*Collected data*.
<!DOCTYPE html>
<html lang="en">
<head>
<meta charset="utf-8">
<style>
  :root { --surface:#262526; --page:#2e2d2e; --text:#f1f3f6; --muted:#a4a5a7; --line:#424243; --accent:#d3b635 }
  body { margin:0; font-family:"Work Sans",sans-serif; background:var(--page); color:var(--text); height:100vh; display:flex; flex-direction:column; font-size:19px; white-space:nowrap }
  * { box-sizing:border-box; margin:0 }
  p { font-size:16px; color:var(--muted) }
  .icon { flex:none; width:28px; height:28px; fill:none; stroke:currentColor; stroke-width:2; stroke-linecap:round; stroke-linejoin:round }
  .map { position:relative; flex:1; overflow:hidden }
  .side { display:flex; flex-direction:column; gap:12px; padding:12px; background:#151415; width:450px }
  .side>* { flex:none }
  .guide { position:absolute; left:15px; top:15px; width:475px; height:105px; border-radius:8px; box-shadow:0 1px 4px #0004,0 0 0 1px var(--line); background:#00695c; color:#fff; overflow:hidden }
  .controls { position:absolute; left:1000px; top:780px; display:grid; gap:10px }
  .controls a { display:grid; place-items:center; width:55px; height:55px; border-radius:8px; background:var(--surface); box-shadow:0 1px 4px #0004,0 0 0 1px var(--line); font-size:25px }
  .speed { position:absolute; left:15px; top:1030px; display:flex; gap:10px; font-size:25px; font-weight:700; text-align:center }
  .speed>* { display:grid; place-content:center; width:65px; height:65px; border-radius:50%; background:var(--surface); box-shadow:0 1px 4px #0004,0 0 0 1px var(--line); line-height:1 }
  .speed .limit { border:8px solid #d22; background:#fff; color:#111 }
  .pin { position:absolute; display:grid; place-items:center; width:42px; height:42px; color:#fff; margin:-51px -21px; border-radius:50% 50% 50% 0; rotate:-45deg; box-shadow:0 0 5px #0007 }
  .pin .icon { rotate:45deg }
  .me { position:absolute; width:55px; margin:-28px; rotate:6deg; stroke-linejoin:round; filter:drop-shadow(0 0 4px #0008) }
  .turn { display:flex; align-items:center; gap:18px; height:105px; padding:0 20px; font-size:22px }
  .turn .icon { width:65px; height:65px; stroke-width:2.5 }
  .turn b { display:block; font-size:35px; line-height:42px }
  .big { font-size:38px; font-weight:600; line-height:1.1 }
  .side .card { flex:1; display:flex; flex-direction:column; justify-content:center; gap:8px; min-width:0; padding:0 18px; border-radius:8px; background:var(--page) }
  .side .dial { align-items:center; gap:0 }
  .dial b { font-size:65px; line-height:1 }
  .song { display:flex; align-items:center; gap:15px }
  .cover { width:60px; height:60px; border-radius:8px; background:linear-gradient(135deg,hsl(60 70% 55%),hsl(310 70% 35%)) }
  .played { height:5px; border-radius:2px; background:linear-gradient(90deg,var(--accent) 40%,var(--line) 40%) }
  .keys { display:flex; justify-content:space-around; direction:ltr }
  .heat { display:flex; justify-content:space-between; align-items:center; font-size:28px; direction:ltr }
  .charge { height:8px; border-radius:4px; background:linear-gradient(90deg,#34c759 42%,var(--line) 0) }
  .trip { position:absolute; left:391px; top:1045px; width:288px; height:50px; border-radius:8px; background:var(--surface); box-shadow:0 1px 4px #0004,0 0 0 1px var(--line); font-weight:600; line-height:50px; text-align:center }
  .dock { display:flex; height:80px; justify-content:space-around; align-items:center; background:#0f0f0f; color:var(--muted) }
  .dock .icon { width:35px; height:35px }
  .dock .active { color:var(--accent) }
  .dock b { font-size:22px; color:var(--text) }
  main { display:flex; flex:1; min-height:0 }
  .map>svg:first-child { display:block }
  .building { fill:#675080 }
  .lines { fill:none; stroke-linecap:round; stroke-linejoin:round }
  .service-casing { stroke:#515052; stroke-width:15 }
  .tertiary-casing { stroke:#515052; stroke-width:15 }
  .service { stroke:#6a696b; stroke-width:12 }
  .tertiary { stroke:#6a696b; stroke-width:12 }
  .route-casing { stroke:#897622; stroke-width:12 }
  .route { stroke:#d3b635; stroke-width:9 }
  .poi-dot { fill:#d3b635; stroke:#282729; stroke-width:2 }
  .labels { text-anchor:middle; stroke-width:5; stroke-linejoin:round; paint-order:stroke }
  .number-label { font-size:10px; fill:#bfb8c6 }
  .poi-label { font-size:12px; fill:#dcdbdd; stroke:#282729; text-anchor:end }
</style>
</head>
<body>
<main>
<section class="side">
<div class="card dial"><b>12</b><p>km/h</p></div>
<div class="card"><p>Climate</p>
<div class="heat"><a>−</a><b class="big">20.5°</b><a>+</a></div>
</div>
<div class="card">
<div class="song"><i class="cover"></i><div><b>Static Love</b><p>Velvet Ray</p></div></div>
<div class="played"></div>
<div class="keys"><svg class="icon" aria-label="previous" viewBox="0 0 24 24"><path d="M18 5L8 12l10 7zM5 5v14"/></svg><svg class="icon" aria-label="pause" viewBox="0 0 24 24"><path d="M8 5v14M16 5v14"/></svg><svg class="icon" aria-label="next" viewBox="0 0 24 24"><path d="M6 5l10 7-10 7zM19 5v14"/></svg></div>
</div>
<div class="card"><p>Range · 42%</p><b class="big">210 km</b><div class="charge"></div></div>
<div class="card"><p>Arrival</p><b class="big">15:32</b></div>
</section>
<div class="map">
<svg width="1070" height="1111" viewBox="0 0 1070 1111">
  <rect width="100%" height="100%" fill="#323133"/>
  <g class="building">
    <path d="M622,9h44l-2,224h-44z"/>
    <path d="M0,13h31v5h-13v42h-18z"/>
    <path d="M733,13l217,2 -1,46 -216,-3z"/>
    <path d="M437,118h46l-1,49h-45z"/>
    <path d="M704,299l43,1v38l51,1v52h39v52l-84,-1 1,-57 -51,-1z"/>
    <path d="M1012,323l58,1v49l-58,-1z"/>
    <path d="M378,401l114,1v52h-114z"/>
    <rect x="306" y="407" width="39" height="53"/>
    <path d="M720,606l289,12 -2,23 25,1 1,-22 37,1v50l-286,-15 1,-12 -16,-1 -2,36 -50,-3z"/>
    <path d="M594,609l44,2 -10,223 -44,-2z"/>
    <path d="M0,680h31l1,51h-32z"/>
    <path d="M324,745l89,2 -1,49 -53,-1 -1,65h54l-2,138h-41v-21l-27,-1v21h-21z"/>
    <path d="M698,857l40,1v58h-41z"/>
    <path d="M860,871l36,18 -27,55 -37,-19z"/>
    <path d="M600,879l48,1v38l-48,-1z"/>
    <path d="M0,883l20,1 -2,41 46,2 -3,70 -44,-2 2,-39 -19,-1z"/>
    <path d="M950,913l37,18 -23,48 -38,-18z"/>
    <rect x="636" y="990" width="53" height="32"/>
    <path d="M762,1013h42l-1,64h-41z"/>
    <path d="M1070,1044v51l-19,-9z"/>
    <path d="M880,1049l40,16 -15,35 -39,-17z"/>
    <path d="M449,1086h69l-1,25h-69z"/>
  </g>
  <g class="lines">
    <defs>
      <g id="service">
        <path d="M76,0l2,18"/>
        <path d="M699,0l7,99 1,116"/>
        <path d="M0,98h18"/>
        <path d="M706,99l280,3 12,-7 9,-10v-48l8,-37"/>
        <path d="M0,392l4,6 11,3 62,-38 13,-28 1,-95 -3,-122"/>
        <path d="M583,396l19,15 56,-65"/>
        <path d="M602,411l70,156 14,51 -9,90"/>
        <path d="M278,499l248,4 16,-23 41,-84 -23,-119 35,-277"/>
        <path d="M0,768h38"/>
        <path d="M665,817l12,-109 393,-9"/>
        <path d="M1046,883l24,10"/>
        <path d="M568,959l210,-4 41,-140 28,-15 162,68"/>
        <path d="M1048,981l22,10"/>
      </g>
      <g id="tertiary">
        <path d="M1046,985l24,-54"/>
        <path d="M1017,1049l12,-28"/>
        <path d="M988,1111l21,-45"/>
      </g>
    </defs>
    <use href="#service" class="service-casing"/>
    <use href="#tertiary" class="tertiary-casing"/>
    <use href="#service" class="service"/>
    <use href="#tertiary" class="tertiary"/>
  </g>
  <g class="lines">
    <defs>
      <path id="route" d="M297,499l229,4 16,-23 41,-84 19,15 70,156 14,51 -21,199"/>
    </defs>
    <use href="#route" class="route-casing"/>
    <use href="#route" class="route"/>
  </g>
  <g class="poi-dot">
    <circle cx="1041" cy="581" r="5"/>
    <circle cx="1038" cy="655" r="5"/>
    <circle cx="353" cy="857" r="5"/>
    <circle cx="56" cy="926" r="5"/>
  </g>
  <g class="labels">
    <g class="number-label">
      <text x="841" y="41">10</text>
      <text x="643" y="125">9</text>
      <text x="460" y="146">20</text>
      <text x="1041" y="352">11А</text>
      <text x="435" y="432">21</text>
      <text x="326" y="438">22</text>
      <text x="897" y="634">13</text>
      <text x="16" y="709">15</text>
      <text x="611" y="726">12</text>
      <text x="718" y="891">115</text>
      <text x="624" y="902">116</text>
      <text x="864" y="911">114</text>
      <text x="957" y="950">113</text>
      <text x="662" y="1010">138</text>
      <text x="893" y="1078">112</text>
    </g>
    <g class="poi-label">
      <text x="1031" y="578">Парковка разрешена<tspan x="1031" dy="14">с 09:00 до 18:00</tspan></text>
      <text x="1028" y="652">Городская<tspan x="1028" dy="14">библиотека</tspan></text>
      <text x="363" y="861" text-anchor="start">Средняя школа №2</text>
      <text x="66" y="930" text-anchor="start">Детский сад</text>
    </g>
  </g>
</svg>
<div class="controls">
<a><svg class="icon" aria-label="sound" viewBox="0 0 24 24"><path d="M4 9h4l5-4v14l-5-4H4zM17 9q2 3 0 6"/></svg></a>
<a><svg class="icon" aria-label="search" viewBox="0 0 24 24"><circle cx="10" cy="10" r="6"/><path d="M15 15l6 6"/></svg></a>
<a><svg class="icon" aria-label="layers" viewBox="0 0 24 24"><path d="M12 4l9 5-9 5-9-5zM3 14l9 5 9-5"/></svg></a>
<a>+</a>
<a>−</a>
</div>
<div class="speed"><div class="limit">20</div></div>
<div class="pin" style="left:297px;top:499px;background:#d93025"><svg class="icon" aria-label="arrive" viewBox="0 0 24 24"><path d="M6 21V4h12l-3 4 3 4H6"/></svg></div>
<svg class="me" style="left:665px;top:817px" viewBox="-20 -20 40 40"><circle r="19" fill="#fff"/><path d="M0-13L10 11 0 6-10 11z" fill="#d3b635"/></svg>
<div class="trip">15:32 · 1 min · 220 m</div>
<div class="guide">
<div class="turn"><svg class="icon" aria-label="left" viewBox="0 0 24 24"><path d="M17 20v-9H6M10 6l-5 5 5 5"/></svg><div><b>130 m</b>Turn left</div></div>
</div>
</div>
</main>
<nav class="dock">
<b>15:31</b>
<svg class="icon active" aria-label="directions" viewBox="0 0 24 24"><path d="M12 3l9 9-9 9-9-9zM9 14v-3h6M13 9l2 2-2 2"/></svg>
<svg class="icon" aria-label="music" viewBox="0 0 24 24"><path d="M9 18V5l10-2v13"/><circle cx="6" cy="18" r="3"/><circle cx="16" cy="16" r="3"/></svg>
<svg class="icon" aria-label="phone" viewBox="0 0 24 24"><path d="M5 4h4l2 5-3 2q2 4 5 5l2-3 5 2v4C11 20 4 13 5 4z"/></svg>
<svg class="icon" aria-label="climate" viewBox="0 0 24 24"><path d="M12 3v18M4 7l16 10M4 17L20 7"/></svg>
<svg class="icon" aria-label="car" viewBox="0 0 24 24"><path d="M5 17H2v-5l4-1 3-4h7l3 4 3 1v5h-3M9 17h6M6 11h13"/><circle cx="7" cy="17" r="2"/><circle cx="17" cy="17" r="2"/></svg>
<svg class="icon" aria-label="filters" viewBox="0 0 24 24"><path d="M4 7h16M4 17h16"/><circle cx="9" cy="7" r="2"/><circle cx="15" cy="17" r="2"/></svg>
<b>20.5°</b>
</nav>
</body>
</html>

...

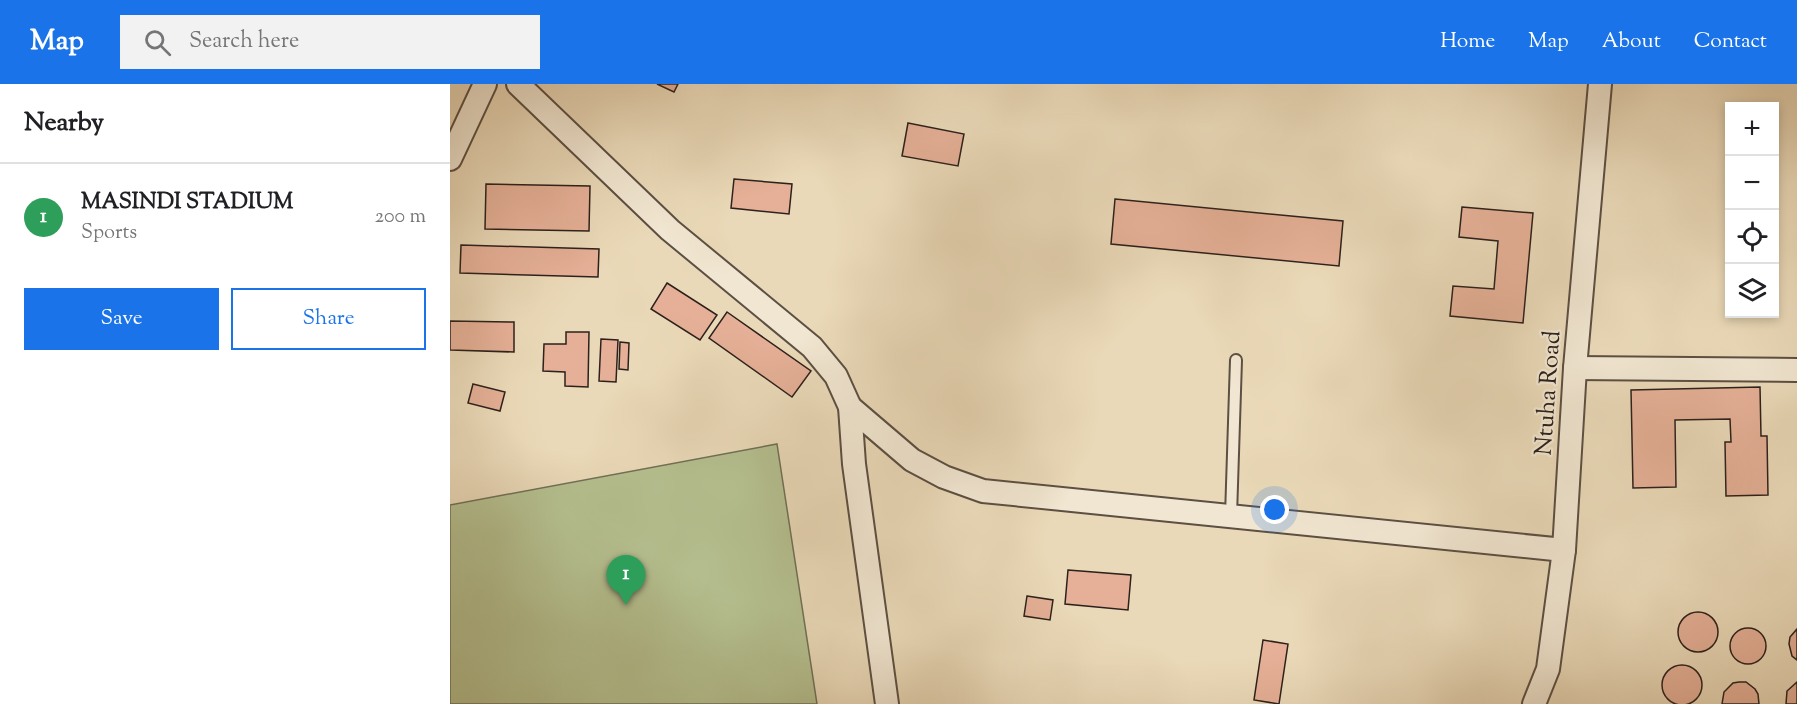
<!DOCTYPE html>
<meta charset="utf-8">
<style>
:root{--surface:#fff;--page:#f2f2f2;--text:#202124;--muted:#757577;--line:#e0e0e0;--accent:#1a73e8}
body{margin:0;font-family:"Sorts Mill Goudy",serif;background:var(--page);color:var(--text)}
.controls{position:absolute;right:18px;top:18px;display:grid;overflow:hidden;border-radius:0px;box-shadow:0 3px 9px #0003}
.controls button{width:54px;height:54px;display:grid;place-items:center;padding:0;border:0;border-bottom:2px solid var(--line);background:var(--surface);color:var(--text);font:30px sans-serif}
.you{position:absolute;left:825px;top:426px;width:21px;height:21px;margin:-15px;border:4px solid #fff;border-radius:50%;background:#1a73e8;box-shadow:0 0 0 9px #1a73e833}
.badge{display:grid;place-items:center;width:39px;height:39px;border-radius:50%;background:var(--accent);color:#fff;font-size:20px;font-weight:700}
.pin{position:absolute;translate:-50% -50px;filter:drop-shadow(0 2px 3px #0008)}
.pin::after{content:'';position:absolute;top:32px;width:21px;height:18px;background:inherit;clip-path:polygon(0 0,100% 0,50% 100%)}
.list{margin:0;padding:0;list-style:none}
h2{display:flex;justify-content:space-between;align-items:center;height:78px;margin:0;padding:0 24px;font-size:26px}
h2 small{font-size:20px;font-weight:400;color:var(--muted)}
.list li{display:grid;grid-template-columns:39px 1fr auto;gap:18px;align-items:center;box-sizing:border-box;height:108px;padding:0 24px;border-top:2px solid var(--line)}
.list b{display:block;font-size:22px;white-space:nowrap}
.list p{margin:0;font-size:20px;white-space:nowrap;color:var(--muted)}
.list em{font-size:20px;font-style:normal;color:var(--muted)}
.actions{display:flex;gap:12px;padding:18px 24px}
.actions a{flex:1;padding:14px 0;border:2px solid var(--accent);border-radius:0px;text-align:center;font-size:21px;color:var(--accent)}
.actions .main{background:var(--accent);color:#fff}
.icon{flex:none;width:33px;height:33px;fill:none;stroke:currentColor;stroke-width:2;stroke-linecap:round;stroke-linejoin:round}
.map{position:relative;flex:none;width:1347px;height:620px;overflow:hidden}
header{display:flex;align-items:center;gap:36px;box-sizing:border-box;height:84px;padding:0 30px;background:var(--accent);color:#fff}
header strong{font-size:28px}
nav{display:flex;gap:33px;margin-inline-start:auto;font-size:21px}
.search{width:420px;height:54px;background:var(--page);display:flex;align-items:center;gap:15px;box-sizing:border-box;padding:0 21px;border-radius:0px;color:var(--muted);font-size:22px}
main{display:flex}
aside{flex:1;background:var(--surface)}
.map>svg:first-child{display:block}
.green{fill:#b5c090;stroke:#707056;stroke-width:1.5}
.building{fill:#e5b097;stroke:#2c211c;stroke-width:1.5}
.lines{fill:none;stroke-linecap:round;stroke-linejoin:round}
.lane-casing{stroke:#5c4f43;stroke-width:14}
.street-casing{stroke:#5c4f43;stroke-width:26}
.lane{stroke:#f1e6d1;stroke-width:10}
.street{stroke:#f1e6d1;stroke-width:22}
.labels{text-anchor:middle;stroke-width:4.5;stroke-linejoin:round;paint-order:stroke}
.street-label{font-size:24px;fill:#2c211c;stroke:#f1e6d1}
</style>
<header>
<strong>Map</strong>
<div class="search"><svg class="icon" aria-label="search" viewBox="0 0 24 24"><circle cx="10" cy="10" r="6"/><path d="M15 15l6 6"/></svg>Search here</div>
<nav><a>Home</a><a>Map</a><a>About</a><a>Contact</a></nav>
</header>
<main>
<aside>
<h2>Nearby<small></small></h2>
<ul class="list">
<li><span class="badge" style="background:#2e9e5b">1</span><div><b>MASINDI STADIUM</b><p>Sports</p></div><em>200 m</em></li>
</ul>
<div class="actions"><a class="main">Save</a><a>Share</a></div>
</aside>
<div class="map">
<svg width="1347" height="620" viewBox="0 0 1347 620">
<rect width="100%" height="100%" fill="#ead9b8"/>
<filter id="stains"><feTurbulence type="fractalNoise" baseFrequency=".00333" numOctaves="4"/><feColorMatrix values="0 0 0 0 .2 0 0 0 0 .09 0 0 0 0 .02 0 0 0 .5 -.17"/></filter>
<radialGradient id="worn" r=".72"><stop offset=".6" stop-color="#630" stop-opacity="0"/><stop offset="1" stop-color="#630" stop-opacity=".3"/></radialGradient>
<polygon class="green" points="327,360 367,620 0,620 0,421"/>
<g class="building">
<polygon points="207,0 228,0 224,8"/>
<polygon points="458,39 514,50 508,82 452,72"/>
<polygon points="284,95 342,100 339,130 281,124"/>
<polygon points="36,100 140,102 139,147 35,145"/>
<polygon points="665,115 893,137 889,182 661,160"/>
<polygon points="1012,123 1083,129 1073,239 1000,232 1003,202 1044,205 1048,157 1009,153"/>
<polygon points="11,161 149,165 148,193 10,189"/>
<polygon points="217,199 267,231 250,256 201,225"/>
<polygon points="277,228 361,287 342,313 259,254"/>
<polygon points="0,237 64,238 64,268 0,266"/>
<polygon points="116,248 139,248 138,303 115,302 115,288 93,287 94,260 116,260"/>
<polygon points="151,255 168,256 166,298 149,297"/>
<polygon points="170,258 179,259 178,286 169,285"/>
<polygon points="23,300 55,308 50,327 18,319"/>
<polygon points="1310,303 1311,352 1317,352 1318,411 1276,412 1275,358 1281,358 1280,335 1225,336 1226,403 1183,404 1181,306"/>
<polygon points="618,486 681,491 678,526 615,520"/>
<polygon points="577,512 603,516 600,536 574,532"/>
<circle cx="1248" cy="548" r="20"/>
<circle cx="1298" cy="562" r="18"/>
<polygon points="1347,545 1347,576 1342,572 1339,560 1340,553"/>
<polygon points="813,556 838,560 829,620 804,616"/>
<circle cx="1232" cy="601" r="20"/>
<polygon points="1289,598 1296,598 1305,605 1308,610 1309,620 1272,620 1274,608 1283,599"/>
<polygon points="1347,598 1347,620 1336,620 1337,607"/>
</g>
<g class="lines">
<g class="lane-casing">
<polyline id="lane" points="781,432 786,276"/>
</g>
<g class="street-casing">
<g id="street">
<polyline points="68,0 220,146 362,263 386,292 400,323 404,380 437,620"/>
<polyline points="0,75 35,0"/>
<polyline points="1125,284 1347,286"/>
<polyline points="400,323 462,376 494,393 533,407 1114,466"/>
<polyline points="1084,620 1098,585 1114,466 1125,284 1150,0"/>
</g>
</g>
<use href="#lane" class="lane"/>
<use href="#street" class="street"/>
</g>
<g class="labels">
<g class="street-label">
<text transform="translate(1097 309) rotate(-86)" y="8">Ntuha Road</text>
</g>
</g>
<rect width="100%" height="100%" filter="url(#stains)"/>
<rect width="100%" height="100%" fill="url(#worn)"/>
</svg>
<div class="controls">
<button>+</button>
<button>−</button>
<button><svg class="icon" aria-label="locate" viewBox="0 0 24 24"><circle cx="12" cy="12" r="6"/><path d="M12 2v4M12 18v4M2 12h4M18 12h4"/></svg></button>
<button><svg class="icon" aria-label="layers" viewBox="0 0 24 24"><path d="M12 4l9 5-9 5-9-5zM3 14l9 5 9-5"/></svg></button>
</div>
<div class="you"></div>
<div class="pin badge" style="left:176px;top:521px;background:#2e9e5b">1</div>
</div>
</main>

*Instructions to follow*. Where the word "serif" shows up in a line of the entries above, copy that line.

*Task response*.
  body { margin:0; font-family:"Work Sans",sans-serif; background:var(--page); color:var(--text); height:100vh; display:flex; flex-direction:column; font-size:19px; white-space:nowrap }
body{margin:0;font-family:"Sorts Mill Goudy",serif;background:var(--page);color:var(--text)}
.controls button{width:54px;height:54px;display:grid;place-items:center;padding:0;border:0;border-bottom:2px solid var(--line);background:var(--surface);color:var(--text);font:30px sans-serif}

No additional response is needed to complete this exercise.